Exercise
Reproduce the listing exactly, with no pictures in your copy.

Source data
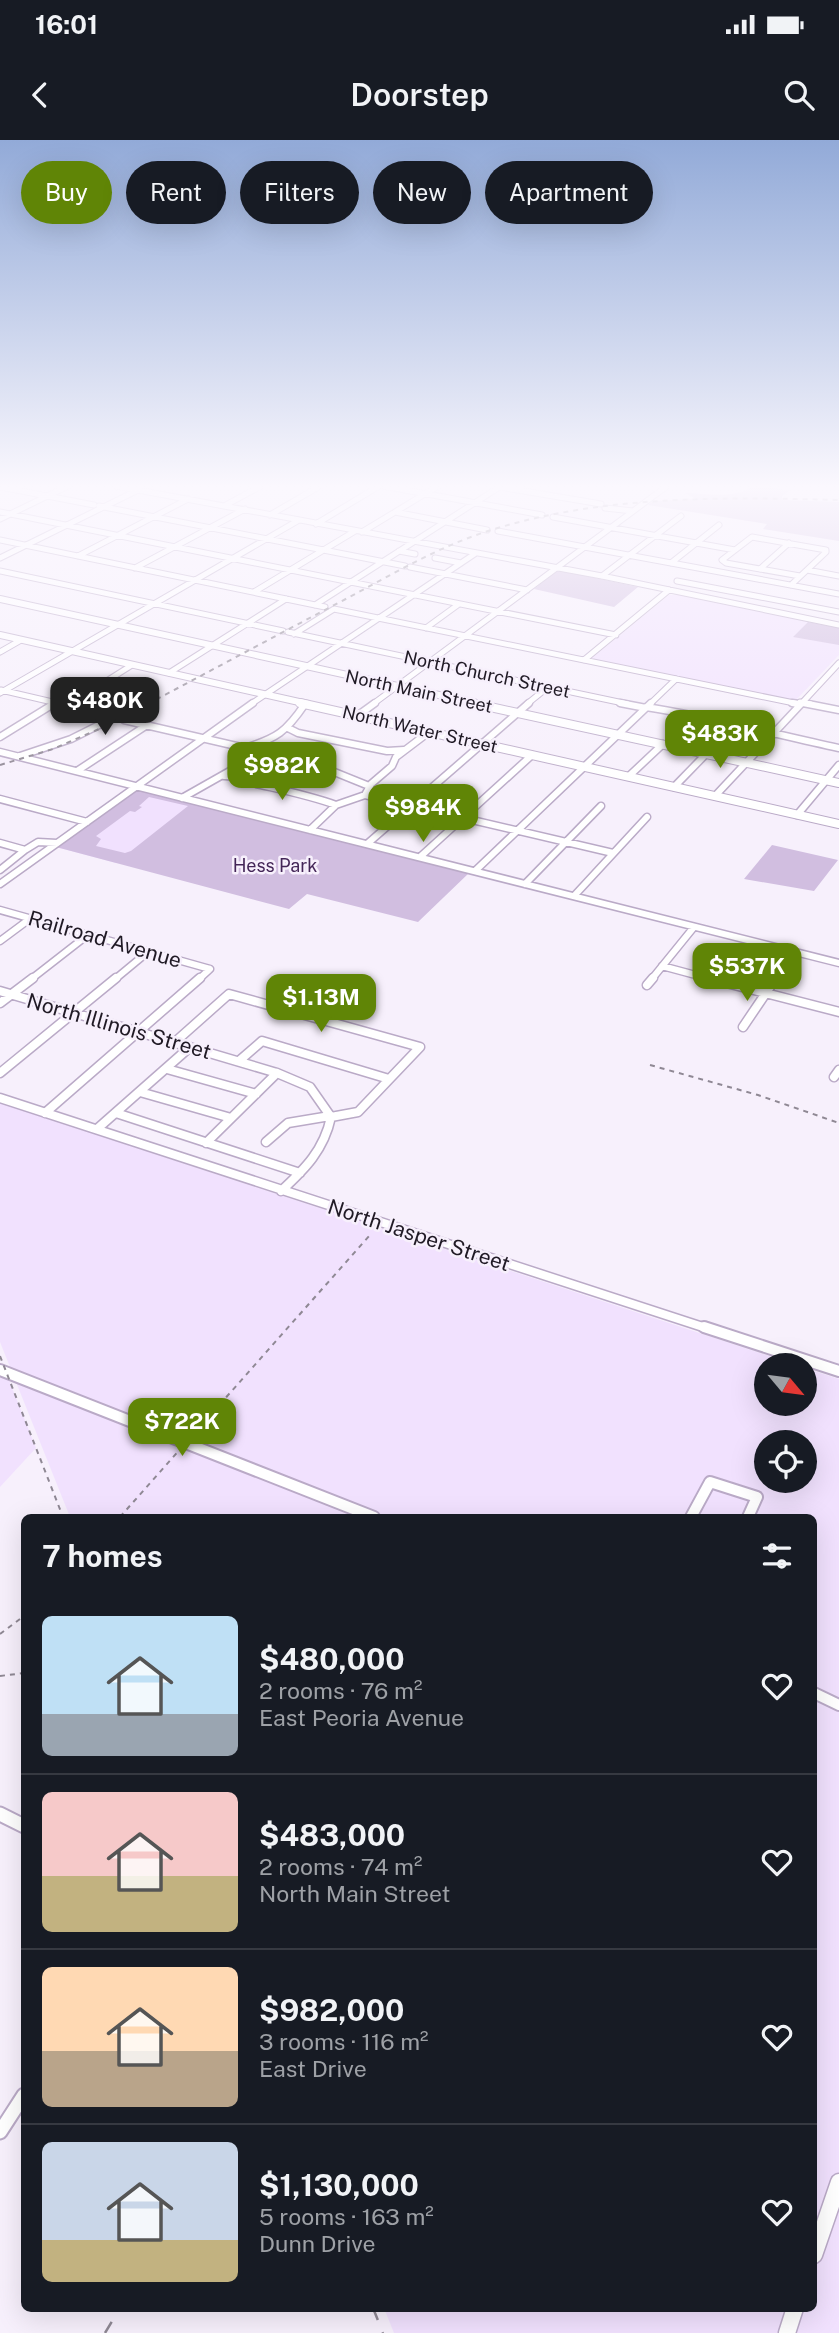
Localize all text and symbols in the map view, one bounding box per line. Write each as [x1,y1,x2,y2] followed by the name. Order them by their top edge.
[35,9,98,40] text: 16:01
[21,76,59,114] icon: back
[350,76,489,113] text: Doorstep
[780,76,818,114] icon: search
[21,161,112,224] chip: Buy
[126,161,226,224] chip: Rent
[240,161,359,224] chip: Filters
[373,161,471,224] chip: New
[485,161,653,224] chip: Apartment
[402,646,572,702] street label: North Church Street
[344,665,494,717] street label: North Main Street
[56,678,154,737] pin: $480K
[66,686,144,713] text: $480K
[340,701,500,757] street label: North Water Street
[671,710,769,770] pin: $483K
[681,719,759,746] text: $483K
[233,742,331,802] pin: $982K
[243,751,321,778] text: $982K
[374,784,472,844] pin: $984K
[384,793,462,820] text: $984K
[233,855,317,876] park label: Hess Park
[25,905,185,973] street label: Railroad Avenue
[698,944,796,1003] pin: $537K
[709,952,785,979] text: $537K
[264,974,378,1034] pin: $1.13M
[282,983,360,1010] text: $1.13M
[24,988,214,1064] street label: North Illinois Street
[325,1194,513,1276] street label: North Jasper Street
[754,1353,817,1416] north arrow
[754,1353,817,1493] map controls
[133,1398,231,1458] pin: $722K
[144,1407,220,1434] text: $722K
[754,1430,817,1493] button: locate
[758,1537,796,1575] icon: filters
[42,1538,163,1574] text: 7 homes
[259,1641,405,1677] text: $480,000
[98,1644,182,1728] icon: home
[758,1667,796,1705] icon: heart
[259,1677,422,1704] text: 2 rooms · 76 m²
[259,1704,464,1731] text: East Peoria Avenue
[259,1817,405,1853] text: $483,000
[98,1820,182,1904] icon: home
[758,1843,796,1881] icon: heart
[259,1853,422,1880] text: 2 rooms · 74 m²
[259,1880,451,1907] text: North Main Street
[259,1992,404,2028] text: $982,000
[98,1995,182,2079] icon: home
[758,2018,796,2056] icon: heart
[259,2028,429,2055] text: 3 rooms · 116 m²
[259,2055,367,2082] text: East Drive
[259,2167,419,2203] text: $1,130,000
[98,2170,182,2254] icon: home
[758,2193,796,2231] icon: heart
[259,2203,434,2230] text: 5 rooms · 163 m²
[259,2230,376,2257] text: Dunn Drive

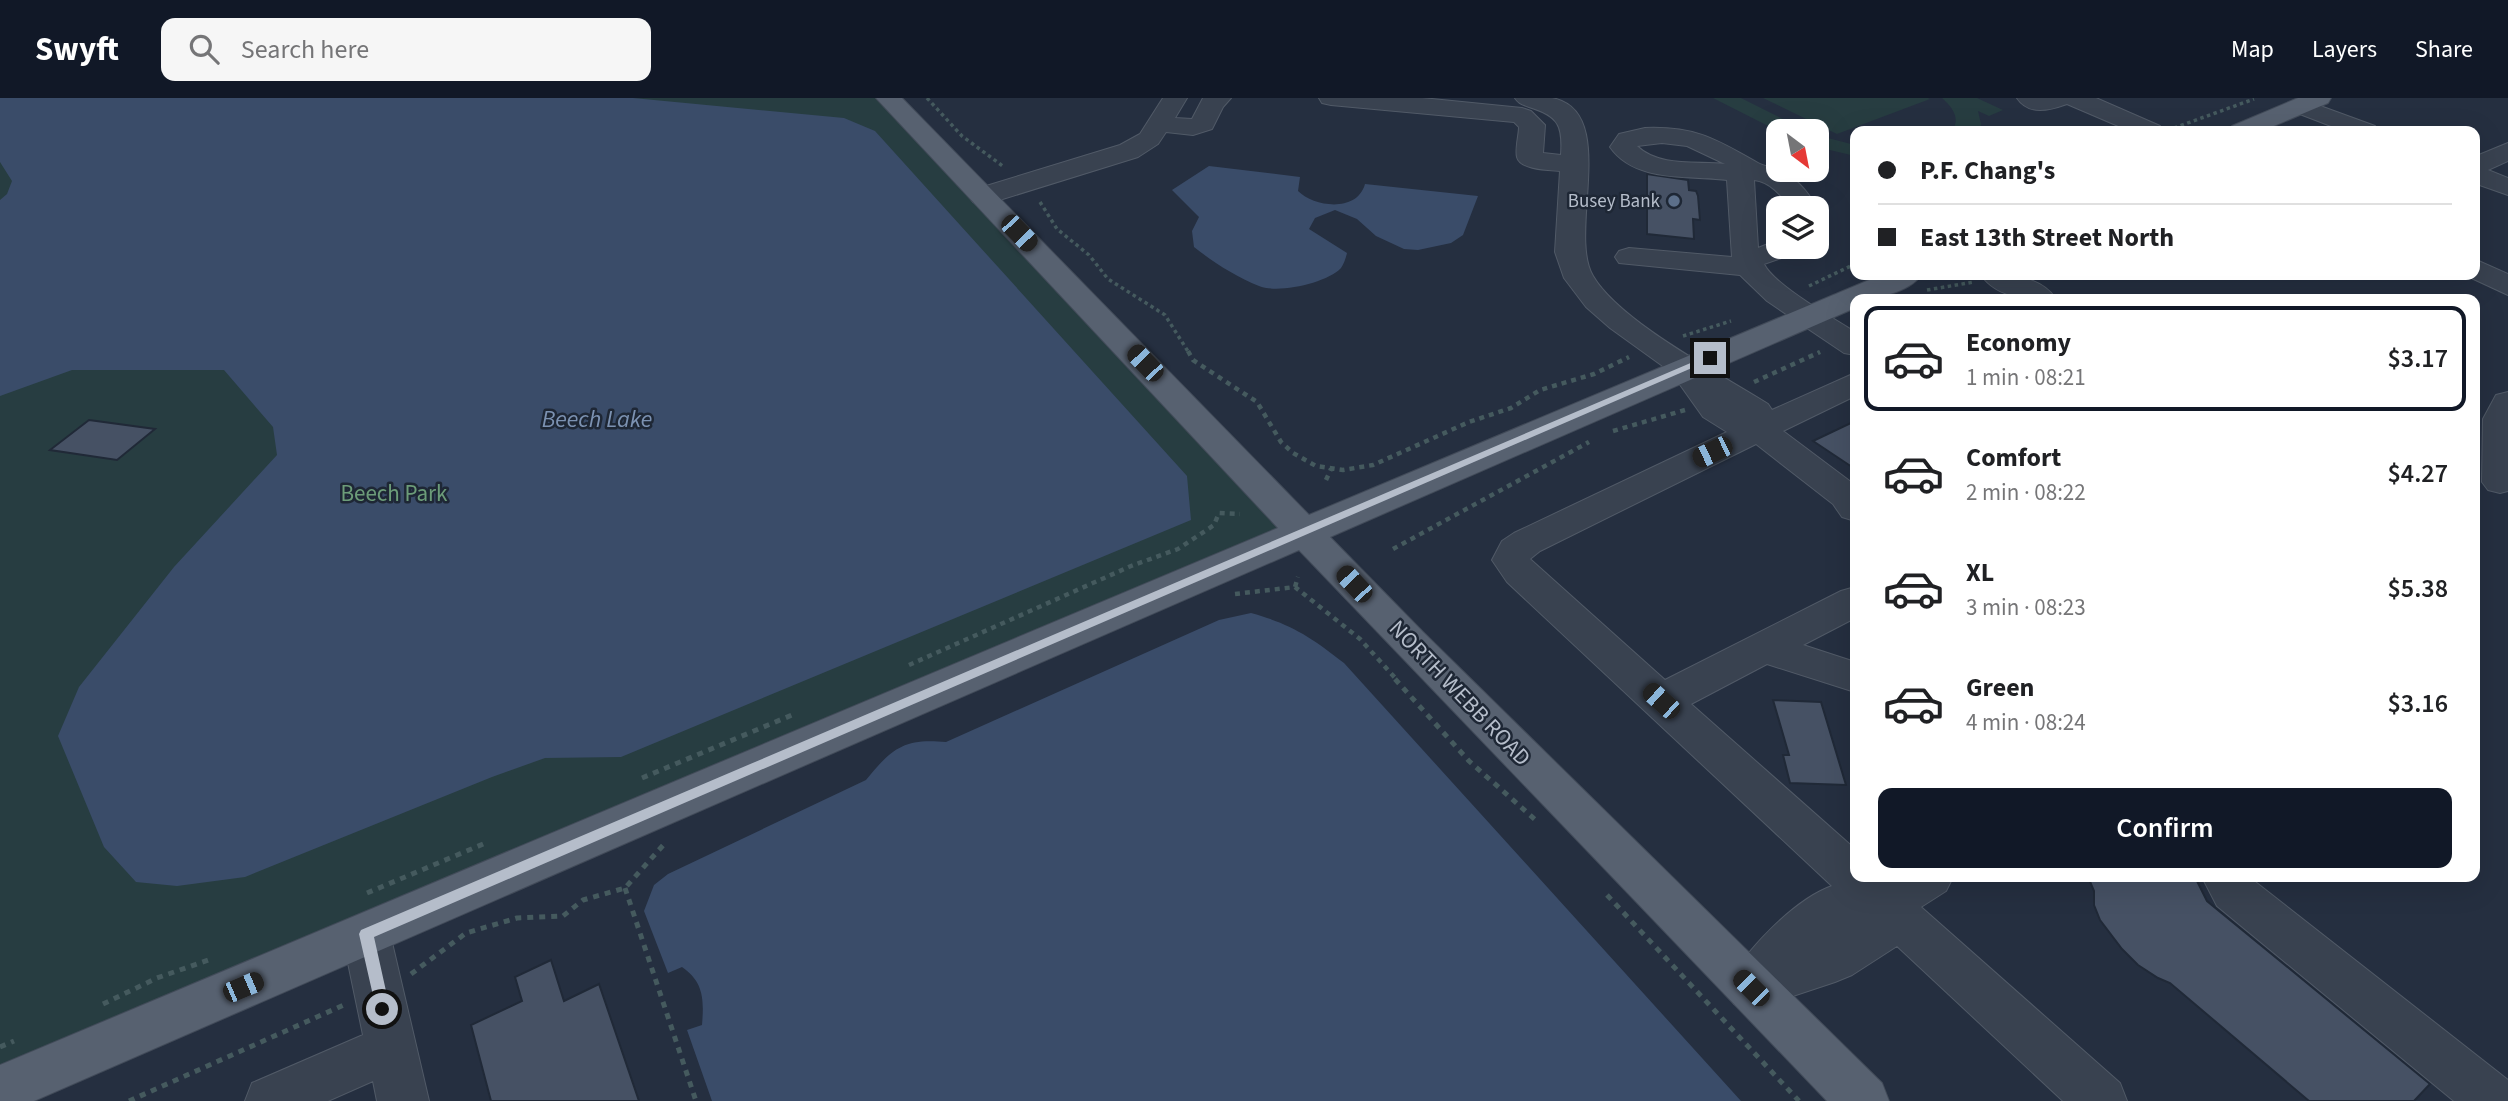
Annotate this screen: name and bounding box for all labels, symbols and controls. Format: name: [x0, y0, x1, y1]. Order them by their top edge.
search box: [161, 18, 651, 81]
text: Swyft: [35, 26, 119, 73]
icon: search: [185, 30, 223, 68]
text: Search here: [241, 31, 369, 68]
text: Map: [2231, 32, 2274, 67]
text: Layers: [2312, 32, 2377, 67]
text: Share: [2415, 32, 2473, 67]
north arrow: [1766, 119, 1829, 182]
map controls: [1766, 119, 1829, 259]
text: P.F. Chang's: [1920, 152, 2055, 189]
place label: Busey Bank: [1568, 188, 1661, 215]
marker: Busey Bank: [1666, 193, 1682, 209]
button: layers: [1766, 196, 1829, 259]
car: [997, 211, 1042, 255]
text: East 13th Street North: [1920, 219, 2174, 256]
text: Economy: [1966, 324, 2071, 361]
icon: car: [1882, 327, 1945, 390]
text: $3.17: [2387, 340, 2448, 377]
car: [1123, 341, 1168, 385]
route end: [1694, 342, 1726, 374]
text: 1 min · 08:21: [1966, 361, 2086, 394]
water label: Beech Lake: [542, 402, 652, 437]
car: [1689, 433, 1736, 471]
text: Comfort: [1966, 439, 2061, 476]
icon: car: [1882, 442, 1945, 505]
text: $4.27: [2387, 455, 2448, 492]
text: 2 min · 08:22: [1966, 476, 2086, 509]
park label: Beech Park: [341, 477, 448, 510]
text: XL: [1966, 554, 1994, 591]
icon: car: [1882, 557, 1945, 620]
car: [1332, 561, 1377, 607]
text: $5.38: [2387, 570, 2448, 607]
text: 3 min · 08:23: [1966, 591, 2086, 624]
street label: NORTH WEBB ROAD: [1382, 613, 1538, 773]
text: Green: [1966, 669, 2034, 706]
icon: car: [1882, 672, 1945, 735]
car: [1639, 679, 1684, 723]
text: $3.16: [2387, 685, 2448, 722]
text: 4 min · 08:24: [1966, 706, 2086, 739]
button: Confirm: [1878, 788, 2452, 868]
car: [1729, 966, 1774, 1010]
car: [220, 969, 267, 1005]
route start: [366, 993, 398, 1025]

Problem solution
Localize all text and symbols in the map view, one bounding box per line. Write each as [x1,y1,x2,y2] followed by the name. Order them by their top edge.
[35,9,98,40] text: 16:01
[21,76,59,114] icon: back
[350,76,489,113] text: Doorstep
[780,76,818,114] icon: search
[21,161,112,224] chip: Buy
[126,161,226,224] chip: Rent
[240,161,359,224] chip: Filters
[373,161,471,224] chip: New
[485,161,653,224] chip: Apartment
[402,646,572,702] street label: North Church Street
[344,665,494,717] street label: North Main Street
[56,678,154,737] pin: $480K
[66,686,144,713] text: $480K
[340,701,500,757] street label: North Water Street
[671,710,769,770] pin: $483K
[681,719,759,746] text: $483K
[233,742,331,802] pin: $982K
[243,751,321,778] text: $982K
[374,784,472,844] pin: $984K
[384,793,462,820] text: $984K
[233,855,317,876] park label: Hess Park
[25,905,185,973] street label: Railroad Avenue
[698,944,796,1003] pin: $537K
[709,952,785,979] text: $537K
[264,974,378,1034] pin: $1.13M
[282,983,360,1010] text: $1.13M
[24,988,214,1064] street label: North Illinois Street
[325,1194,513,1276] street label: North Jasper Street
[754,1353,817,1416] north arrow
[754,1353,817,1493] map controls
[133,1398,231,1458] pin: $722K
[144,1407,220,1434] text: $722K
[754,1430,817,1493] button: locate
[758,1537,796,1575] icon: filters
[42,1538,163,1574] text: 7 homes
[259,1641,405,1677] text: $480,000
[98,1644,182,1728] icon: home
[758,1667,796,1705] icon: heart
[259,1677,422,1704] text: 2 rooms · 76 m²
[259,1704,464,1731] text: East Peoria Avenue
[259,1817,405,1853] text: $483,000
[98,1820,182,1904] icon: home
[758,1843,796,1881] icon: heart
[259,1853,422,1880] text: 2 rooms · 74 m²
[259,1880,451,1907] text: North Main Street
[259,1992,404,2028] text: $982,000
[98,1995,182,2079] icon: home
[758,2018,796,2056] icon: heart
[259,2028,429,2055] text: 3 rooms · 116 m²
[259,2055,367,2082] text: East Drive
[259,2167,419,2203] text: $1,130,000
[98,2170,182,2254] icon: home
[758,2193,796,2231] icon: heart
[259,2203,434,2230] text: 5 rooms · 163 m²
[259,2230,376,2257] text: Dunn Drive

Annotate this screen: name and bounding box for all labels, symbols and controls. Format: name: [x0, y0, x1, y1]. Order them by their top edge.
search box: [161, 18, 651, 81]
text: Swyft: [35, 26, 119, 73]
icon: search: [185, 30, 223, 68]
text: Search here: [241, 31, 369, 68]
text: Map: [2231, 32, 2274, 67]
text: Layers: [2312, 32, 2377, 67]
text: Share: [2415, 32, 2473, 67]
north arrow: [1766, 119, 1829, 182]
map controls: [1766, 119, 1829, 259]
text: P.F. Chang's: [1920, 152, 2055, 189]
place label: Busey Bank: [1568, 188, 1661, 215]
marker: Busey Bank: [1666, 193, 1682, 209]
button: layers: [1766, 196, 1829, 259]
car: [997, 211, 1042, 255]
text: East 13th Street North: [1920, 219, 2174, 256]
text: Economy: [1966, 324, 2071, 361]
icon: car: [1882, 327, 1945, 390]
text: $3.17: [2387, 340, 2448, 377]
car: [1123, 341, 1168, 385]
route end: [1694, 342, 1726, 374]
text: 1 min · 08:21: [1966, 361, 2086, 394]
water label: Beech Lake: [542, 402, 652, 437]
car: [1689, 433, 1736, 471]
text: Comfort: [1966, 439, 2061, 476]
icon: car: [1882, 442, 1945, 505]
text: $4.27: [2387, 455, 2448, 492]
text: 2 min · 08:22: [1966, 476, 2086, 509]
park label: Beech Park: [341, 477, 448, 510]
text: XL: [1966, 554, 1994, 591]
icon: car: [1882, 557, 1945, 620]
car: [1332, 561, 1377, 607]
text: $5.38: [2387, 570, 2448, 607]
text: 3 min · 08:23: [1966, 591, 2086, 624]
street label: NORTH WEBB ROAD: [1382, 613, 1538, 773]
text: Green: [1966, 669, 2034, 706]
icon: car: [1882, 672, 1945, 735]
car: [1639, 679, 1684, 723]
text: $3.16: [2387, 685, 2448, 722]
text: 4 min · 08:24: [1966, 706, 2086, 739]
button: Confirm: [1878, 788, 2452, 868]
car: [1729, 966, 1774, 1010]
car: [220, 969, 267, 1005]
route start: [366, 993, 398, 1025]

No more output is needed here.